芸能人の性加害が報じられたときに起こること
「週刊新潮」(9月1日秋初月増大号)で、俳優・香川照之氏が銀座のクラブで女性ホステスの体を触るなどの行為を行い、女性が行為を止めなかったクラブのママを訴える騒動になっていたと報道されている。
これまでも芸能人による性暴力・性犯罪はたびたび報道され、そのたびにネット上では被害者バッシングが行われ、ワイドショーなども面白おかしい「下半身スキャンダル」かのように取り上げることがあった。
今回の場合もネット上では心ない書き込みが多く行われてしまっている。性暴力の被害者バッシングは珍しくないが、芸能人が絡む場合に特に顕著となる。
近年のケースを振り返ってみたい。
●2016年、俳優が強姦致傷容疑で逮捕。その後被害者との間で示談が成立、不起訴となった事件
一部のスポーツ紙が被害者の体型や、その年齢には見えない印象だという「関係者」の証言を載せた。被害者のプライバシー保護の点からもあり得ないものであり、報道においてこのような描写が必要だったとは思えない。

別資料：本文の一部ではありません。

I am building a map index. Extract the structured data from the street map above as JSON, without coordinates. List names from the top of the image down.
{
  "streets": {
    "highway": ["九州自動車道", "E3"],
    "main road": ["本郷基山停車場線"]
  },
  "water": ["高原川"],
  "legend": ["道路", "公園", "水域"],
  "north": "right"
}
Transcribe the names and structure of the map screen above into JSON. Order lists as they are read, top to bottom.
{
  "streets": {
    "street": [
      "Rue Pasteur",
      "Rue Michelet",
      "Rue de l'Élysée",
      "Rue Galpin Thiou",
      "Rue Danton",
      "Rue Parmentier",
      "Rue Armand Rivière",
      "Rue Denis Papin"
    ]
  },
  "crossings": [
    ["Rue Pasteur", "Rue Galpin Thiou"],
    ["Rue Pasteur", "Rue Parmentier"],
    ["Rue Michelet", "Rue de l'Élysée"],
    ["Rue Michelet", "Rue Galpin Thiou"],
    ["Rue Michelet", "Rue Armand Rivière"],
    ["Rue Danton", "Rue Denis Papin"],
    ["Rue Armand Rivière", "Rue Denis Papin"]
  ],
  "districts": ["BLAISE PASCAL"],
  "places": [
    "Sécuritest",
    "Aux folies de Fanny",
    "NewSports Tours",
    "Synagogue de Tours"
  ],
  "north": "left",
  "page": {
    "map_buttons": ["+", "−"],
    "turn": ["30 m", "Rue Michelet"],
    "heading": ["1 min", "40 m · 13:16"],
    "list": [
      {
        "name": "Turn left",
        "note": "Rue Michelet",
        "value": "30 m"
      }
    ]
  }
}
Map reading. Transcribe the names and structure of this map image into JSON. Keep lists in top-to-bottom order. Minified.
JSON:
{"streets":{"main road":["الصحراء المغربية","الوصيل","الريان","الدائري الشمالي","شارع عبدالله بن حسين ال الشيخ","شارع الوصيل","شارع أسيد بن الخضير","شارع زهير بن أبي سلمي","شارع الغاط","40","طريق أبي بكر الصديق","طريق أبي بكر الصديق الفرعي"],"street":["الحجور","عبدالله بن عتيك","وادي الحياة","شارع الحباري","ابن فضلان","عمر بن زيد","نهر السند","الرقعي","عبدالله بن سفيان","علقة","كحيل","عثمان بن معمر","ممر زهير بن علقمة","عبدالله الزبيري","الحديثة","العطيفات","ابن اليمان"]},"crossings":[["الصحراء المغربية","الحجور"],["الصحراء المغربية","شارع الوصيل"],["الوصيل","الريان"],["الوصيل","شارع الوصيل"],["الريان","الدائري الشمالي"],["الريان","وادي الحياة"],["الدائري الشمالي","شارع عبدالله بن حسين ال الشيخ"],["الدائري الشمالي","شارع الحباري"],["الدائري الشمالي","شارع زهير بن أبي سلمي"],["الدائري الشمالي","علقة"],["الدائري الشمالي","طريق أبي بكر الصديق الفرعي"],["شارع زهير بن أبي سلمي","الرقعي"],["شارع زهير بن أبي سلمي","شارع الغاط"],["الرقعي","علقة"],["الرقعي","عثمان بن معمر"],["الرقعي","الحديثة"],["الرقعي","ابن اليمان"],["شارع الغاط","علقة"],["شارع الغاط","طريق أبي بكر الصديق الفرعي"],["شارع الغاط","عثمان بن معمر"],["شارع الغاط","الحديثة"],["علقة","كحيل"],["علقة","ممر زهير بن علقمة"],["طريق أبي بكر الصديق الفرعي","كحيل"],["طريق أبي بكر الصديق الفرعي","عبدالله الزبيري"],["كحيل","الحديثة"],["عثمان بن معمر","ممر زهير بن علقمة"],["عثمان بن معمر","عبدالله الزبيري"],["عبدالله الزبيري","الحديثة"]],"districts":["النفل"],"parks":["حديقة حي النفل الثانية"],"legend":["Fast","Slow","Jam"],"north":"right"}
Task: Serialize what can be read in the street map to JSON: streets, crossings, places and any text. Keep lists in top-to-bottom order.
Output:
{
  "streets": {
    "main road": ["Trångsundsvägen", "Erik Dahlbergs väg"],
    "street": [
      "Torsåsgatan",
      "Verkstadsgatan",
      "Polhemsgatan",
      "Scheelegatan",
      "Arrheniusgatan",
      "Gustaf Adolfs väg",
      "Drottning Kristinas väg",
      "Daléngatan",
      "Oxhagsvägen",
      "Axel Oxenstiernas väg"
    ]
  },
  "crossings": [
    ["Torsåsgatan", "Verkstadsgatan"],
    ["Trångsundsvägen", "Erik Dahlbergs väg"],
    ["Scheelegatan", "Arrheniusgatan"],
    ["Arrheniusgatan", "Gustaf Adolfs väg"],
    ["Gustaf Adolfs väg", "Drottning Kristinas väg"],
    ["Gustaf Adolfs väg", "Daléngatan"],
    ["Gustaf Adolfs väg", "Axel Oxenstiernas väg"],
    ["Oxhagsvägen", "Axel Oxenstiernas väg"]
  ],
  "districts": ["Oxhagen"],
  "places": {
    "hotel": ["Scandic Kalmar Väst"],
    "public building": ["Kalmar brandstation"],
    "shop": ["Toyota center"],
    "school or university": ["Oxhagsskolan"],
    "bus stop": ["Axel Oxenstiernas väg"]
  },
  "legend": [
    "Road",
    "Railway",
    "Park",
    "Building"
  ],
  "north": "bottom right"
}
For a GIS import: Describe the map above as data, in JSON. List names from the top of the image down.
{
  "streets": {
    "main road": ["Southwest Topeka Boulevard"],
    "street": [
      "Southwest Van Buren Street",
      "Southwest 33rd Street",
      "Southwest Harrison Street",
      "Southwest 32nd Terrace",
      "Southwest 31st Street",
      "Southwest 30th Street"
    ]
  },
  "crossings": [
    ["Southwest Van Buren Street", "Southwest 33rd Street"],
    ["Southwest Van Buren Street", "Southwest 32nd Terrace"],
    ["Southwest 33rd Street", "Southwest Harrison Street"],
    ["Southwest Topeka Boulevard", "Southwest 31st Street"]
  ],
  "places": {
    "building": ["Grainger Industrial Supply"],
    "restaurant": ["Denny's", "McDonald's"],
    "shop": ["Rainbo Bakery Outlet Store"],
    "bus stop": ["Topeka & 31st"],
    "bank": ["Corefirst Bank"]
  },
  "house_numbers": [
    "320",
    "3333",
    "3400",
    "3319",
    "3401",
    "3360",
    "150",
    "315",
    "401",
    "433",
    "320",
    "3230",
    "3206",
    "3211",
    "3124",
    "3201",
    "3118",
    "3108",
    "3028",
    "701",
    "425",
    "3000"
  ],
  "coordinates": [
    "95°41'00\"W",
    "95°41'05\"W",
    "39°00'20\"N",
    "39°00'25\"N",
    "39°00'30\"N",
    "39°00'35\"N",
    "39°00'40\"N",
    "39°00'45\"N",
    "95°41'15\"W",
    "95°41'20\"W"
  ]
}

また、加害を許してはいけないという論調も当然あったものの、あるワイドショーではコメンテーターのタレントが、俳優と共演経験のある女性タレントに対して「(俳優が女性タレントに好意を持っていたとされていたことから)ヤラせてもよかったんじゃないの」「お前が一番悪いのかなと思ったよ」と言い、笑いを取ろうとした。
このほかにも、加害者と被害者の年齢差に言及した上で「示談にしたれよ。その女、なんぼのもんやねん!」とツイートした作家もいた。
●2017年、俳優が未成年との飲酒・淫行を報道された事件
フライデーが報道。
コメンテーターとしても登場機会が多かった落語家がツイッター上で「ハニートラップ」の可能性に言及し、これに同調する声、俳優に同情する声が上がった。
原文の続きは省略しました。